Task requirements.
Below are records. Copy every line with "bottom" in it.

[Stored items from a collection]
§ §
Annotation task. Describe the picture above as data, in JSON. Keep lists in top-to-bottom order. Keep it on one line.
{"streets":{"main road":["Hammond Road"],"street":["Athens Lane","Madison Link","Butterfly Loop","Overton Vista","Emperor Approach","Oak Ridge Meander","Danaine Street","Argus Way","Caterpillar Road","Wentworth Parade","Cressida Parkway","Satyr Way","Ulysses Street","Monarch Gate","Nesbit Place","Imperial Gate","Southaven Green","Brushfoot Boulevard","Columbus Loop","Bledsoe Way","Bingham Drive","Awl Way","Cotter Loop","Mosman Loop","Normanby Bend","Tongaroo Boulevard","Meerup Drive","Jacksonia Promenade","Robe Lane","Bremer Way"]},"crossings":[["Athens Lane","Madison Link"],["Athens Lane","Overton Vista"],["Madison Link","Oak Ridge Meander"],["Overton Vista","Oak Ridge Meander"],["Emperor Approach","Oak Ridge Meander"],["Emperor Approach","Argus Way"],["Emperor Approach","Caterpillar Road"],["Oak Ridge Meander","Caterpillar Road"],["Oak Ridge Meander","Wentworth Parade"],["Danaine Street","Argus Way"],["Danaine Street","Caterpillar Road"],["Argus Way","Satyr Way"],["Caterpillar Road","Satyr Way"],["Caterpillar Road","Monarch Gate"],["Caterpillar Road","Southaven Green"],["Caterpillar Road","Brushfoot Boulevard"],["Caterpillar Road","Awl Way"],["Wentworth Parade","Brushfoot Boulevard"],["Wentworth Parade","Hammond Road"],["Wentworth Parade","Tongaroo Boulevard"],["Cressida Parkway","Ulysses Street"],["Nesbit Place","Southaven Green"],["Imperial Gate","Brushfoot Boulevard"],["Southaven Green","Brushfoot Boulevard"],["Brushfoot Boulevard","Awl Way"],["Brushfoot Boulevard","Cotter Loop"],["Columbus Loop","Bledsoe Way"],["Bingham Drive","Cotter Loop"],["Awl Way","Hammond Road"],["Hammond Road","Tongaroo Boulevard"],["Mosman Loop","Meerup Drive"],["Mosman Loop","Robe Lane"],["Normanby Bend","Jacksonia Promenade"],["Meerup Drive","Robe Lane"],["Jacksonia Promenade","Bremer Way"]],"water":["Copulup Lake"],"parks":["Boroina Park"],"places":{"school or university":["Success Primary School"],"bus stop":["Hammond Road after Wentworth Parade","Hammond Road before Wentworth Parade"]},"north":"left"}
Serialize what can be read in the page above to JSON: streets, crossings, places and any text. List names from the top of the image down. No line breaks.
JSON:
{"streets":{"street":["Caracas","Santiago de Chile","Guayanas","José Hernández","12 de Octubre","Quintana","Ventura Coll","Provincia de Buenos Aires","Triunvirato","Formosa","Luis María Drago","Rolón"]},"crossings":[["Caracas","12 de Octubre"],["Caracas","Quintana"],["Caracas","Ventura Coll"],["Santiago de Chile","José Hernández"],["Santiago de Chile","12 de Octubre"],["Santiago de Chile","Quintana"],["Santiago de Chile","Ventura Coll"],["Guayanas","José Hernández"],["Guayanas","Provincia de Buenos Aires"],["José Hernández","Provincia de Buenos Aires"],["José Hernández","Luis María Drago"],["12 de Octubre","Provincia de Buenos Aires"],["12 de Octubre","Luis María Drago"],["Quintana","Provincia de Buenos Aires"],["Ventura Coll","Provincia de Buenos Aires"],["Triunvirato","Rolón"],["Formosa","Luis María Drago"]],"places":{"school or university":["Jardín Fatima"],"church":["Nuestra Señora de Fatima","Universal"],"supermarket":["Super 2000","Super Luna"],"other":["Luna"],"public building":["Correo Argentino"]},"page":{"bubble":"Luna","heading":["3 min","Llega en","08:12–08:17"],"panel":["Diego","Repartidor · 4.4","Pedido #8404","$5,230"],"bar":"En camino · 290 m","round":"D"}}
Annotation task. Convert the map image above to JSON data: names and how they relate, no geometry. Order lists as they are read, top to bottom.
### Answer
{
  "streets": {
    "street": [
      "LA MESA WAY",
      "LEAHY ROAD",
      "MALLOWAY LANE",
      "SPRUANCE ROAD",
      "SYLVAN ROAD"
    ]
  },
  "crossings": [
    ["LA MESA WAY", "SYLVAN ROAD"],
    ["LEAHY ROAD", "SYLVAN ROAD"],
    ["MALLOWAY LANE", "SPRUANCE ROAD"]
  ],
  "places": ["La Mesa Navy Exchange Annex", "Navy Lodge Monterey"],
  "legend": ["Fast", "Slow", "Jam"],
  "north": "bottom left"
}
§ §
Final answer.
Annotation task. Describe the picture above as data, in JSON. Keep lists in top-to-bottom order. Keep it on one line.
Annotation task. Convert the map image above to JSON data: names and how they relate, no geometry. Order lists as they are read, top to bottom.
  "north": "bottom left"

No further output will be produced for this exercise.